Project description:Hepatoblastoma (HB) is one of the most common hepatic malignancies in the pediatric population. HB are composed of a variety of tumors, which derived from different origins and had varying clinical outcomes. However, the unclear underlying mechanisms of HB limited exploring novel biomarkers and effective therapeutic targets. We searched microarray datasets on Gene Expression Omnibus (GEO) database and selected GSE75271 and GSE75283 datasets for comprehensive analysis. Weighted gene correlation network analysis (WGCNA) was employed to identify genes which were associated with tumor malignant phenotypes, including HB subtypes, Cairo classification and tumor stage. Coexpression analysis of identified genes was also performed and lncRNA-miRNA-mRNA network was finally conducted. Our results showed that a total of 22 lncRNAs, 13 miRNAs and 66 mRNAs were identified to be associated with tumor malignant phenotypes.
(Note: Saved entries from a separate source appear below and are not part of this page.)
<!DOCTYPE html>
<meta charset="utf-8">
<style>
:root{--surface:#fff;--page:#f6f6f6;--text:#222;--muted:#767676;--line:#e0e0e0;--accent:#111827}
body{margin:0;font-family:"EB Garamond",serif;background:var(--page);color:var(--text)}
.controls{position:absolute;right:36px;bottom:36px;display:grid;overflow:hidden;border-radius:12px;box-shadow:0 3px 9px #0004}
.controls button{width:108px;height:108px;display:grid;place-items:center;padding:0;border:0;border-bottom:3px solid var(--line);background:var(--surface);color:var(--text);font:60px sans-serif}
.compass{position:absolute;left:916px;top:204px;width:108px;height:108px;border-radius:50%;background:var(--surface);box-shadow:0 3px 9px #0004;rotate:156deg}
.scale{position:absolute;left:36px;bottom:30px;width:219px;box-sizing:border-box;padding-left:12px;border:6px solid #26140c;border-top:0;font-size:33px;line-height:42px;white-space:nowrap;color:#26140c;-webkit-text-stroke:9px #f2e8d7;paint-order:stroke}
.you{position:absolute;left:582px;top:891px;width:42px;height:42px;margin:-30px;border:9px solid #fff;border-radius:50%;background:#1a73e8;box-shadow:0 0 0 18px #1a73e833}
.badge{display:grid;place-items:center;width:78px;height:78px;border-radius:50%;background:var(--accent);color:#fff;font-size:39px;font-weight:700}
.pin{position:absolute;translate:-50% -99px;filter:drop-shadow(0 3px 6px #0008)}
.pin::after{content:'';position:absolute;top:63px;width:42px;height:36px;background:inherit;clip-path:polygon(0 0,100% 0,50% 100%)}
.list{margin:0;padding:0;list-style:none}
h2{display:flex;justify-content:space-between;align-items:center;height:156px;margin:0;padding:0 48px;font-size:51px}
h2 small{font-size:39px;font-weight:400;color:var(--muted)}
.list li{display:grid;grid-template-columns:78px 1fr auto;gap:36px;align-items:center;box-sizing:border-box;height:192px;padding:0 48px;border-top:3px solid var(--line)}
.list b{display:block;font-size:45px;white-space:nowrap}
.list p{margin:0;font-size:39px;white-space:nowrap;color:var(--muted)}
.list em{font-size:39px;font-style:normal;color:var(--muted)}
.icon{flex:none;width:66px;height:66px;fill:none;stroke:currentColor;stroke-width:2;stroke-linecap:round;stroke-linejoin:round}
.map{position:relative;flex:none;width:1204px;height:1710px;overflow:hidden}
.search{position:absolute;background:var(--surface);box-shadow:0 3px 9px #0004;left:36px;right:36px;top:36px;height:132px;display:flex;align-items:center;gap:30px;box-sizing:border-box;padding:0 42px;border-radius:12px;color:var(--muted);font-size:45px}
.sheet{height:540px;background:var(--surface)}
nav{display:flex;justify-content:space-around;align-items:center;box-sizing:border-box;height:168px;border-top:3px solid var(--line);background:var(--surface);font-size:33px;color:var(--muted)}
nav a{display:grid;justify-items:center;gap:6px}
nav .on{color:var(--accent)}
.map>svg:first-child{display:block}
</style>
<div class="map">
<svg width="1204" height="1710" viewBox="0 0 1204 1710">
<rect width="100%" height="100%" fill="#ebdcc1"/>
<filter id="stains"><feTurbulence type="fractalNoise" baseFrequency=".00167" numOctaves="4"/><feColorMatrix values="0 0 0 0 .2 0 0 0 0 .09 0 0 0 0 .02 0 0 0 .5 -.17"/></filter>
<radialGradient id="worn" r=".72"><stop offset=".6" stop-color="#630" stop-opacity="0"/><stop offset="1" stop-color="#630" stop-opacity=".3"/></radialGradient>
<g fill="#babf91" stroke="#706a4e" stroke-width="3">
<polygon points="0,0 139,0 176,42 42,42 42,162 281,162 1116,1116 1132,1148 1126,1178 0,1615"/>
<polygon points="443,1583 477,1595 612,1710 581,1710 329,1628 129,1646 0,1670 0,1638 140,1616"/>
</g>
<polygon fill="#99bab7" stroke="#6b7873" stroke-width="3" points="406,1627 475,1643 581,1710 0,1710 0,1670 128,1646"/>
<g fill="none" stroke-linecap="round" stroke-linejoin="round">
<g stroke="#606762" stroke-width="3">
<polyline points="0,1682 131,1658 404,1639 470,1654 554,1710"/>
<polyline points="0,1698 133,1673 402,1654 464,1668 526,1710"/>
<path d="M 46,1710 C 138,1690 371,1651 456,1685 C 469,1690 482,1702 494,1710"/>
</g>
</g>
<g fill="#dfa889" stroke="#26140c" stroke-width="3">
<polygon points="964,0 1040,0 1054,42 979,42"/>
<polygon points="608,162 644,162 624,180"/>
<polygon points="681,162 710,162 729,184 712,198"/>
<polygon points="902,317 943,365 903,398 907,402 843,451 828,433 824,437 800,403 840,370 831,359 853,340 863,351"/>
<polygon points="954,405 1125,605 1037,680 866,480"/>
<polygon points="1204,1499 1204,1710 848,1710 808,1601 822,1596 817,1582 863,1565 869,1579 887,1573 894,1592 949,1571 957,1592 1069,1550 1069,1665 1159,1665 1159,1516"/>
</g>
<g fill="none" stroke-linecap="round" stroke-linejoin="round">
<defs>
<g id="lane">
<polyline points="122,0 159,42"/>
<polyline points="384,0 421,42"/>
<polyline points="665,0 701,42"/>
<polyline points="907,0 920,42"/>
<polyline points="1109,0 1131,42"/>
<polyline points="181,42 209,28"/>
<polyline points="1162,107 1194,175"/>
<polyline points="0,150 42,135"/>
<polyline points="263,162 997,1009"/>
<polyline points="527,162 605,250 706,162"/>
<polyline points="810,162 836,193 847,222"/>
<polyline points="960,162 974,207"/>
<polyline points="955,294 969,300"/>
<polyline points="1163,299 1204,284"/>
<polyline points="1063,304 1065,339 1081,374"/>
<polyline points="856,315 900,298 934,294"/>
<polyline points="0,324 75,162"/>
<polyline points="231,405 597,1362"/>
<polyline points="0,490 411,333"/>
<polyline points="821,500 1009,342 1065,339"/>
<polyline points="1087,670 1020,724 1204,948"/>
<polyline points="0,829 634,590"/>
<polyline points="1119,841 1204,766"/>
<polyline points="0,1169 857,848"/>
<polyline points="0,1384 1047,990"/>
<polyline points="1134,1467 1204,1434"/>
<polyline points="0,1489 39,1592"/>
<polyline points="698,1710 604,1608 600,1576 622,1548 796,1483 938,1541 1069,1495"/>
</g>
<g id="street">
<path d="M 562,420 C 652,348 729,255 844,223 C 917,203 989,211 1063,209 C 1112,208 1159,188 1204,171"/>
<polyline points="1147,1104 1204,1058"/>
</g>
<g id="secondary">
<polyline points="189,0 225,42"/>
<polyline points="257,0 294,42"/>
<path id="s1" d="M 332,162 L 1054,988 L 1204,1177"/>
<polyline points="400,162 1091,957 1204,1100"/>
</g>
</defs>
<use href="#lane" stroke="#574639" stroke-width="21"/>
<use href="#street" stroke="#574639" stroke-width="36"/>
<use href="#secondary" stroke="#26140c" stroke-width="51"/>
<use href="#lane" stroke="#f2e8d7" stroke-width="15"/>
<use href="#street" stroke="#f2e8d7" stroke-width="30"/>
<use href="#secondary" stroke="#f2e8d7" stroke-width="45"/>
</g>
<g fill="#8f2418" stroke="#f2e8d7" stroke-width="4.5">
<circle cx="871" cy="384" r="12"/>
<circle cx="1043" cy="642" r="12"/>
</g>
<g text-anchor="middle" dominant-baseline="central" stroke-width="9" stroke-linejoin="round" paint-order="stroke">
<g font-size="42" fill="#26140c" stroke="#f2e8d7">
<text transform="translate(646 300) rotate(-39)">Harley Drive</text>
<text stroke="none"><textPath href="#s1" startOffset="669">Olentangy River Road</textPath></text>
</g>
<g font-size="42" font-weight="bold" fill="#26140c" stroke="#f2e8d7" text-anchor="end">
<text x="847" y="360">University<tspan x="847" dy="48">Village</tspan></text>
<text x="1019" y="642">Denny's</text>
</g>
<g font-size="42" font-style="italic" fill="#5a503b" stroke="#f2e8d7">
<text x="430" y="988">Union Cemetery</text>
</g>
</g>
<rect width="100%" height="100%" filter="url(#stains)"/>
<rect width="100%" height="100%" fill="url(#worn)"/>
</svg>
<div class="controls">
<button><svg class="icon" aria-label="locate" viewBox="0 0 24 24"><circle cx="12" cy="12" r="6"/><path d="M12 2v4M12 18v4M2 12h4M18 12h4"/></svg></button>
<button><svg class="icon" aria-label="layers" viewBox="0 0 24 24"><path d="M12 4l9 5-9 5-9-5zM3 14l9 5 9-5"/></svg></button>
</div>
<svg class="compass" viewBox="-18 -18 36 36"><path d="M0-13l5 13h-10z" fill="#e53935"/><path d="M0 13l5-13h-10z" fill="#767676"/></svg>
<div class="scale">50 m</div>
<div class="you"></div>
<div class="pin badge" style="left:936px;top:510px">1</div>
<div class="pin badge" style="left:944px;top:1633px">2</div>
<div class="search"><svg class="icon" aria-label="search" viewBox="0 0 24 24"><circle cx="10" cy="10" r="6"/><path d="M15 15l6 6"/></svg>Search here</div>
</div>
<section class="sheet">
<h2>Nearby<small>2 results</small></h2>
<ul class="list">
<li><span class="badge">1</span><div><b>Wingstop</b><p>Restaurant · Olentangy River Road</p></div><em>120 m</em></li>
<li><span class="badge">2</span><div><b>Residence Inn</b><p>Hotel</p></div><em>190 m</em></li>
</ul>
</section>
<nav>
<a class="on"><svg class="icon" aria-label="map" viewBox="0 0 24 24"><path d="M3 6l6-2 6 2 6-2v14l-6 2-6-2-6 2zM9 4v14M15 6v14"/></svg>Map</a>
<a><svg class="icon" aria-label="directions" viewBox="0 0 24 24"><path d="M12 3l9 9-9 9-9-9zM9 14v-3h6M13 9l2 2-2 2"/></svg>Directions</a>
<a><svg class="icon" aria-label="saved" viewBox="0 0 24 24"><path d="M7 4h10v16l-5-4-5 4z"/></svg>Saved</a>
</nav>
Mechanistically, these molecules might promote the malignant phenotypes via regulating metabolic pathways. Among of them, 6 miRNAs (hsa-miR-106b, hsa-miR-130b, hsa-miR-19a, hsa-miR-19b, hsa-miR-20a and hsa-miR-301a), 8 lncRNAs (NR_102317, XR_245338, XR_428373, XR_924945, XR_929728, XR_931611, XR_935074 and XR_946696), and 6 mRNAs (EGFR, GAREM, INSIG1, KRT81, SAR1B and SDC1) were selected to conduct a lncRNA-miRNA-mRNA network. Taken together, our findings provide evidence for exploring molecular mechanisms of HB. Those identified malignant phenotype-associated molecules might be potential biomarkers and anti-cancer therapeutic targets in future.